Notably, ministerial salaries have not seen adjustments since 2012.

At present, the benchmark ministerial monthly salary is set at S$55,000, equating to an annual income of S$1,100,000. Of this sum, S$715,000 is fixed, while the remaining portion is variable.

In response to queries from Dennis Tan, Workers’ Party MP for Hougang SMC, PM Lee reveals that while the ministerial salary for Iswaran was cut to S$8,500, his MP pay remains untouched, as the allowance is not at the discretion of the prime minister, unlike the ministerial salary.

To stop the allowance, Parliament would have to move a motion to suspend the MP from its service.

“An MP’s allowance will be withheld once the MP is suspended from the service of Parliament… A motion would have to be moved in Parliament to suspend the Member from the service of Parliament. His or her allowance would be withheld thereafter,” PM Lee said.

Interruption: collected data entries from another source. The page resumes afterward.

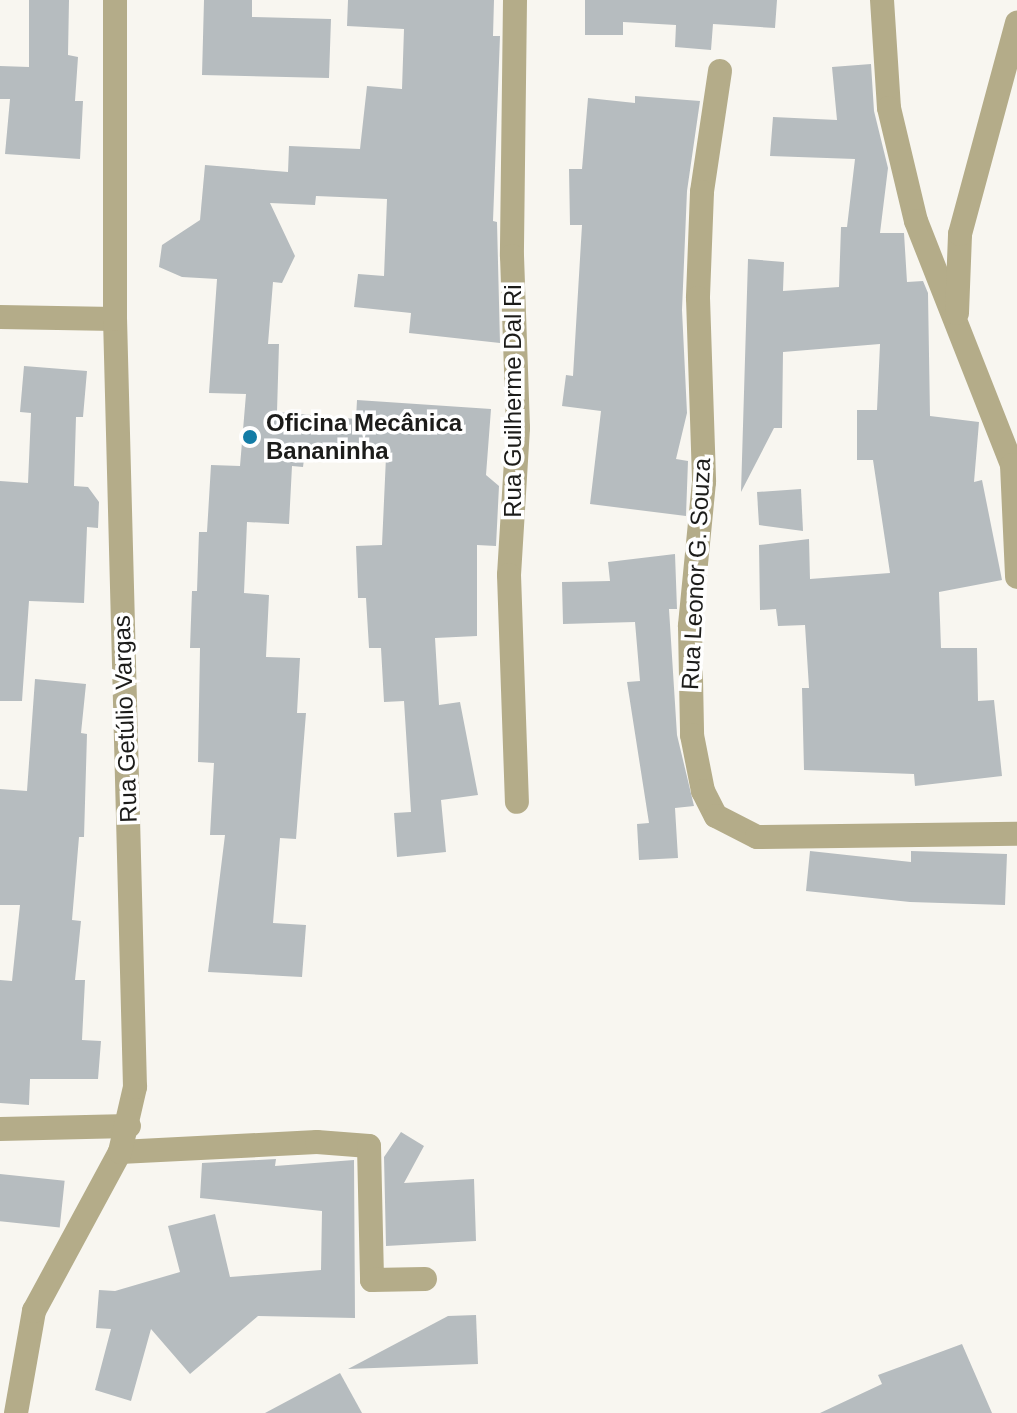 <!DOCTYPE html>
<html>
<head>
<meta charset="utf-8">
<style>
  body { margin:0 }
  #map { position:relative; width:1017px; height:1413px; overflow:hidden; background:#f8f6f0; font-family:Helvetica,sans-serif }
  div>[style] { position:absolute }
  .building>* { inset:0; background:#b6bcbf; transform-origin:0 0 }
  .minor>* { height:24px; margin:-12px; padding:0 12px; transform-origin:12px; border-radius:12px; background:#b4ac89 }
  .tertiary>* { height:24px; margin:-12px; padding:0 12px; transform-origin:12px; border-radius:12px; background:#b4ac89 }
  .dots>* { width:22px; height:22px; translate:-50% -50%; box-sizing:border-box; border:4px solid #fff; border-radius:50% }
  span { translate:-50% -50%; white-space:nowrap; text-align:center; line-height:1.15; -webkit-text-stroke:7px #fff; paint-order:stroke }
  .street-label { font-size:24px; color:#1c1c1a }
  .poi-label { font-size:24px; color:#1c1c1a; font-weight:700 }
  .left { translate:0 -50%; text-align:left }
</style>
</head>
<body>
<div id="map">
  <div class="building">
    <i style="clip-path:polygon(29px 0,69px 0,68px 55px,78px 57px,75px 101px,83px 101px,80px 159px,5px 154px,10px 99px,0 99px,0 66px,29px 67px)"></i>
    <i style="clip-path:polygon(204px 0,252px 0,252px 17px,331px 19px,329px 78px,202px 75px)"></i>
    <i style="clip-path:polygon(348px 0,494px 0,493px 36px,500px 36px,493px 221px,497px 222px,500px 343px,409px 333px,411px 313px,354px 307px,358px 274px,384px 276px,387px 199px,316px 196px,315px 205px,270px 203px,295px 256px,282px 283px,273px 282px,268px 344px,279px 344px,277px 412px,356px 419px,357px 400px,491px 409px,486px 475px,499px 486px,496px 546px,477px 545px,477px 636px,435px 638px,439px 705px,460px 702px,478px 795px,441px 800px,446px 852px,397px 857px,394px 813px,411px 812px,404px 701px,384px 702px,381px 648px,369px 648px,366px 598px,358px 598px,356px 546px,382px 545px,386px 457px,305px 452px,303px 467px,292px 466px,289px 524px,247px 522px,244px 593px,269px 595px,266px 657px,300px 658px,297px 713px,306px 713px,296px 839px,280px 838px,273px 923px,306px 925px,302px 977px,208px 972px,225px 835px,210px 835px,214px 763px,198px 762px,200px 648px,190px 648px,192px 591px,197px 591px,199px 532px,207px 532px,211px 465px,240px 466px,246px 394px,209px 393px,217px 279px,182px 277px,159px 267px,162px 245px,200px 220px,205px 165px,288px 172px,289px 146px,360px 149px,367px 86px,402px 89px,404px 29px,347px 26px)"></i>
    <i style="left:585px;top:0;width:38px;height:35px"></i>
    <i style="clip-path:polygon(623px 0,777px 0,775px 28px,713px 24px,711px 50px,675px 47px,676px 25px,623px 22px)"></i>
    <i style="clip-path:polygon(871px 64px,874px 111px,888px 168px,880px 233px,904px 233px,907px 282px,923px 281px,928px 293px,930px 416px,979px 422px,974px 482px,982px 480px,1002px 580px,939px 592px,941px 648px,977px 648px,978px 701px,994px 700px,1002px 776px,915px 786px,914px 774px,804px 770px,802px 688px,809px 688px,805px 625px,778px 626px,776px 609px,760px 610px,759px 545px,809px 539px,810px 579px,890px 573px,873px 460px,857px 460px,857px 410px,877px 410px,880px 344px,783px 352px,782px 428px,774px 428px,741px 492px,748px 259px,784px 262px,783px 291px,839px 287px,841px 227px,847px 227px,855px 159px,770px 156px,773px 117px,837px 120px,832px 67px)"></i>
    <i style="clip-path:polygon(635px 96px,700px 101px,687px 191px,682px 310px,687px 413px,676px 459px,688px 461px,686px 516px,590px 504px,601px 411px,562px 406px,566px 375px,573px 376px,582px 225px,570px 225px,569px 169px,582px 169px,588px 98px,635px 103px)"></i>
    <i style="clip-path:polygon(24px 366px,87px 371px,83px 417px,76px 417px,74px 486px,88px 487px,99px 502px,98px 528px,87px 527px,84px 603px,29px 601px,22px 701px,0 701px,0 481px,28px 483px,31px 413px,20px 412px)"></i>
    <i style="clip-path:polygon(801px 489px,803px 531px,759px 525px,757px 492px)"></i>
    <i style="clip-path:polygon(675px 554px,677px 609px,669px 609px,677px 735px,694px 806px,675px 808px,678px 858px,639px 860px,637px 824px,649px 823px,627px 682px,640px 681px,635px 622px,563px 624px,562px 582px,610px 581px,608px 562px)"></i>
    <i style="clip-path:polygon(35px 679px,86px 684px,81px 733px,87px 734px,84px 837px,79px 837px,72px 920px,81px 921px,75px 980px,85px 980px,82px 1040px,101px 1041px,98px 1079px,30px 1079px,29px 1105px,0 1103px,0 980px,12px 981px,20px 905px,0 905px,0 789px,27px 791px)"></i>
    <i style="clip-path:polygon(810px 851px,911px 862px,911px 851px,1007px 854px,1005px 905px,910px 902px,806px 891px)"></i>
    <i style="clip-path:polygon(401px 1132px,424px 1146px,404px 1183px,474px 1179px,476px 1241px,386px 1246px,384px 1157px)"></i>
    <i style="clip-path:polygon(276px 1159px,275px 1166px,354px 1160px,355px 1318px,258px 1316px,190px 1374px,151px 1329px,131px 1401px,95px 1390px,111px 1329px,96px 1328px,99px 1290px,115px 1291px,180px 1272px,168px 1226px,215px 1214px,230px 1277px,321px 1270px,322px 1211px,200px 1198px,202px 1163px)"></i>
    <i style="left:0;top:1174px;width:65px;height:47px;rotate:6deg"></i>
    <i style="clip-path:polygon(476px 1315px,478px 1364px,348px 1369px,448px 1316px)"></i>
    <i style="clip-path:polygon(962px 1344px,992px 1413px,820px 1413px,882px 1384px,878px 1375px)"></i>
    <i style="clip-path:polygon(340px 1373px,362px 1413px,265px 1413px)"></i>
  </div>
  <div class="minor">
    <i style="left:515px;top:0;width:256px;rotate:90.7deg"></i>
    <i style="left:512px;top:256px;width:172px;rotate:88deg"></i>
    <i style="left:518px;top:428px;width:147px;rotate:93.5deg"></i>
    <i style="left:509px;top:575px;width:227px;rotate:88deg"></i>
    <i style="left:882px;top:0;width:108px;rotate:86.3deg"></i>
    <i style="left:889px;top:108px;width:116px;rotate:76.6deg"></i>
    <i style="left:916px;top:221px;width:262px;rotate:68.5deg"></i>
    <i style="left:1012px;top:465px;width:112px;rotate:87.4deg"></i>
    <i style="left:720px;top:71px;width:122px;rotate:98.5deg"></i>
    <i style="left:702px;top:192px;width:106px;rotate:92.2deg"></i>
    <i style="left:698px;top:298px;width:184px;rotate:88.1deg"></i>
    <i style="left:704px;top:482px;width:145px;rotate:95.6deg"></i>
    <i style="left:690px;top:626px;width:109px;rotate:88.9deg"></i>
    <i style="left:692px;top:735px;width:57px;rotate:78.9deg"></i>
    <i style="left:703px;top:791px;width:28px;rotate:63deg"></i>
    <i style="left:716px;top:816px;width:46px;rotate:27.1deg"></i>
    <i style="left:757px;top:837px;width:260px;rotate:-0.7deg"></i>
    <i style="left:957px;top:313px;width:79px;rotate:-87.8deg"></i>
    <i style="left:960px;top:234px;width:219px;rotate:-74.9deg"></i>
    <i style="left:0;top:317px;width:115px;rotate:1deg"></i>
    <i style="left:0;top:1129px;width:129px;rotate:-1.3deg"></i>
    <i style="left:120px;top:1152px;width:197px;rotate:-2.9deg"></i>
    <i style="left:317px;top:1142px;width:52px;rotate:4.4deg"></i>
    <i style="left:369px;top:1146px;width:134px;rotate:88.7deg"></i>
    <i style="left:372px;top:1280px;width:53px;rotate:-1.1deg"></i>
  </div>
  <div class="tertiary">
    <i style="left:16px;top:1413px;width:104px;rotate:-80deg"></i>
    <i style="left:34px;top:1311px;width:181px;rotate:-61.6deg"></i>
    <i style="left:120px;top:1152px;width:67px;rotate:-77deg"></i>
    <i style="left:135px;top:1087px;width:768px;rotate:-91.49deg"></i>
    <i style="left:115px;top:319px;width:319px;rotate:-90deg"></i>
  </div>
  <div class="dots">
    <i style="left:250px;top:437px;background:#137ca6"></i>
  </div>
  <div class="street-label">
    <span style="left:513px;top:401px;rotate:-90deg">Rua Guilherme Dal Ri</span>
    <span style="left:696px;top:574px;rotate:-87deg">Rua Leonor G. Souza</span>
    <span style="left:125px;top:719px;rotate:-92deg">Rua Getúlio Vargas</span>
  </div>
  <div class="poi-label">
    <span class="left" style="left:266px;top:437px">Oficina Mecânica<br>Bananinha</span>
  </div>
</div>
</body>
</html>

According to the Public Service Division (PSD), the annual allowance for Members of Parliament (MPs) stands at S$192,500 or about S$16,000 monthly.

PM Lee instructed Minister Iswaran to take a leave of absence pending the completion of the investigation. The minister will remain in Singapore during this period and will be denied access to any official resources and government buildings.

During his absence, other Members of Parliament from his West Coast constituency will also take up his MP duties at West Coast GRC.

While the investigation is ongoing, PM Lee cautioned against speculation and conjecture. He underscored the importance of allowing the CPIB to conduct the investigation fully, thoroughly, and independently.